А кому нужно такое «просвещение»? В самом деле, только бессердечные люди могут ловить рыбу и охотиться. Но человеку с сердцем какая радость убивать живое? И рыба и птица хотят жить и не хотят, чтобы их убивали. Я понимаю, если нет иных средств к существованию, тогда другое дело, но когда человек, имея всего вдоволь, не может спать спокойно, потому что не убивает, – это уж просто излишнее баловство. Так думал я, но ничего не сказал. Ведь мой собеседник – кандидат словесности и говорить мастер, поэтому я решил, что вступать с ним в спор бесполезно. Тогда «Красная рубашка» вообразил, что убедил меня.
– Так я тебя немедленно обучу! – сказал он. – Если ты свободен, давай сегодня вместе и поедем. Нас только двое – я и Ёсикава, но вдвоем скучно; поедем с нами, – усердно уговаривал он меня.

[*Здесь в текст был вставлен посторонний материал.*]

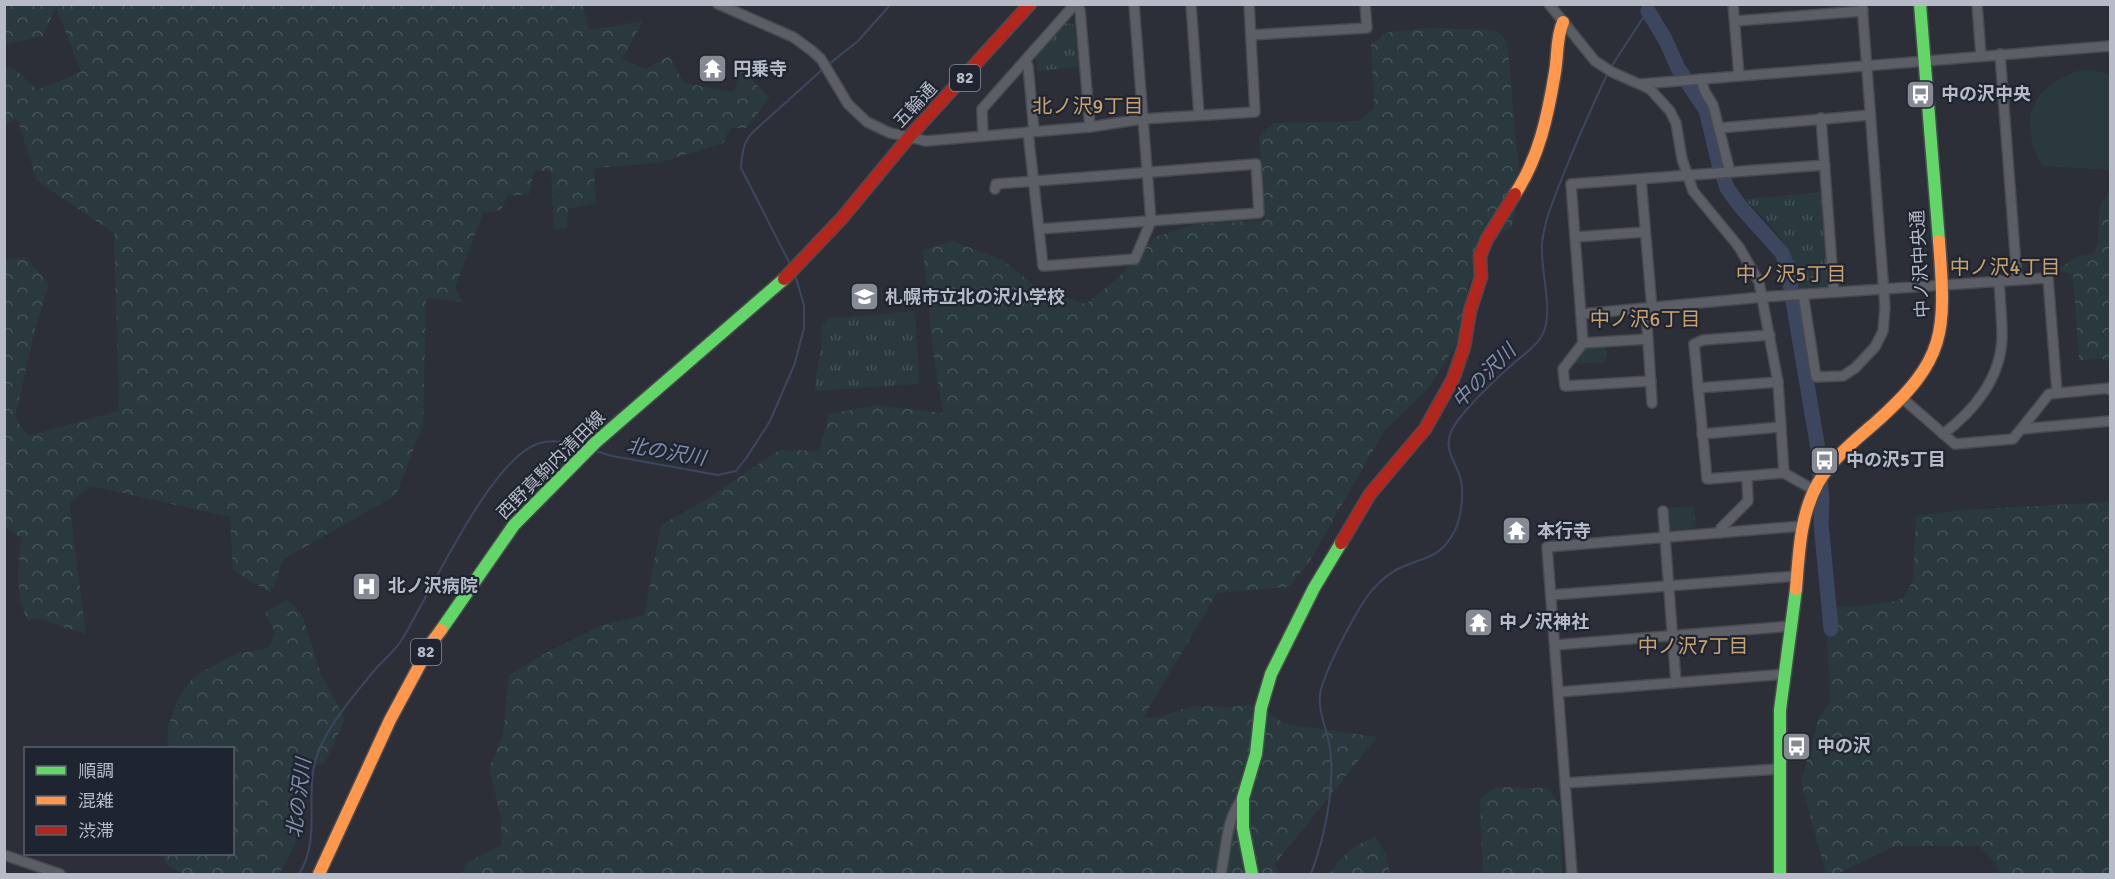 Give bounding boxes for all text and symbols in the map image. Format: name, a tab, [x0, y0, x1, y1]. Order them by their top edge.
temple icon: 円乗寺	[696, 53, 728, 85]
place label: 円乗寺	[733, 58, 787, 80]
road number: 82	[950, 65, 980, 91]
street label: 五輪通	[889, 78, 941, 132]
bus stop icon: 中の沢中央	[1904, 78, 1936, 110]
place label: 中の沢中央	[1941, 83, 2031, 105]
district label: 北ノ沢9丁目	[1033, 94, 1143, 119]
street label: 中ノ沢中央通	[1906, 209, 1934, 319]
district label: 中ノ沢4丁目	[1950, 255, 2060, 280]
district label: 中ノ沢5丁目	[1736, 262, 1846, 287]
school or university icon: 札幌市立北の沢小学校	[848, 281, 880, 313]
place label: 札幌市立北の沢小学校	[885, 286, 1065, 308]
district label: 中ノ沢6丁目	[1590, 307, 1700, 332]
water label: 中の沢川	[1447, 337, 1523, 413]
street label: 西野真駒内清田線	[492, 406, 610, 524]
water label: 北の沢川	[624, 433, 710, 472]
bus stop icon: 中の沢5丁目	[1809, 444, 1841, 476]
place label: 中の沢5丁目	[1846, 449, 1946, 471]
temple icon: 本行寺	[1500, 515, 1532, 547]
place label: 本行寺	[1537, 520, 1591, 542]
hospital icon: 北ノ沢病院	[351, 570, 383, 602]
place label: 北ノ沢病院	[388, 575, 478, 597]
temple icon: 中ノ沢神社	[1462, 606, 1494, 638]
place label: 中ノ沢神社	[1499, 611, 1589, 633]
district label: 中ノ沢7丁目	[1638, 634, 1748, 659]
road number: 82	[411, 639, 441, 665]
bus stop icon: 中の沢	[1780, 730, 1812, 762]
place label: 中の沢	[1817, 735, 1871, 757]
legend	[24, 747, 234, 855]
water label: 北の沢川	[282, 755, 317, 839]
text: 順調	[78, 760, 114, 782]
text: 混雑	[78, 790, 114, 812]
text: 渋滞	[78, 820, 114, 842]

Ёсикава – это был учитель рисования, тот самый, которого я прозвал «Нодайко» . Этот Нода (буду его так называть), не знаю, из каких соображений, дневал и ночевал у «Красной рубашки» и всюду за ним таскался. Однако они совсем не были товарищами. В их отношениях больше было похожего на барина и слугу. Если «Красная рубашка» куда-нибудь отправлялся, Нода тоже непременно шел с ним; не удивительно, что так было и на этот раз. Вот и поехали бы себе вдвоем, и зачем нужно было приглашать такого неловкого в компании человека, как я? Наверно, «Красной рубашке» захотелось похвастаться своим искусством в излюбленном занятии – рыбной ловле; конечно, для этого он и заманивал меня. Но как раз я-то и не подходил для того, чтобы передо мной этим хвастаться. Ну поймает он двух-трех тунцов, ну и что? Я тоже человек, и хоть не мастер рыбу ловить, но если заброшу удочку, наверно что-нибудь да поймаю. Не ехать нельзя! Ведь это «Красная рубашка»! Обязательно скажет: не еду оттого, что не умею удить, а непотому, что мне это противно. Я прикинул все это в уме и ответил:
– Ладно, поедем.
После школы я забежал сначала домой, собрал все, что нужно было взять с собой, потом пошел на станцию, дождался там «Красную рубашку» и Нода, и мы отправились на берег.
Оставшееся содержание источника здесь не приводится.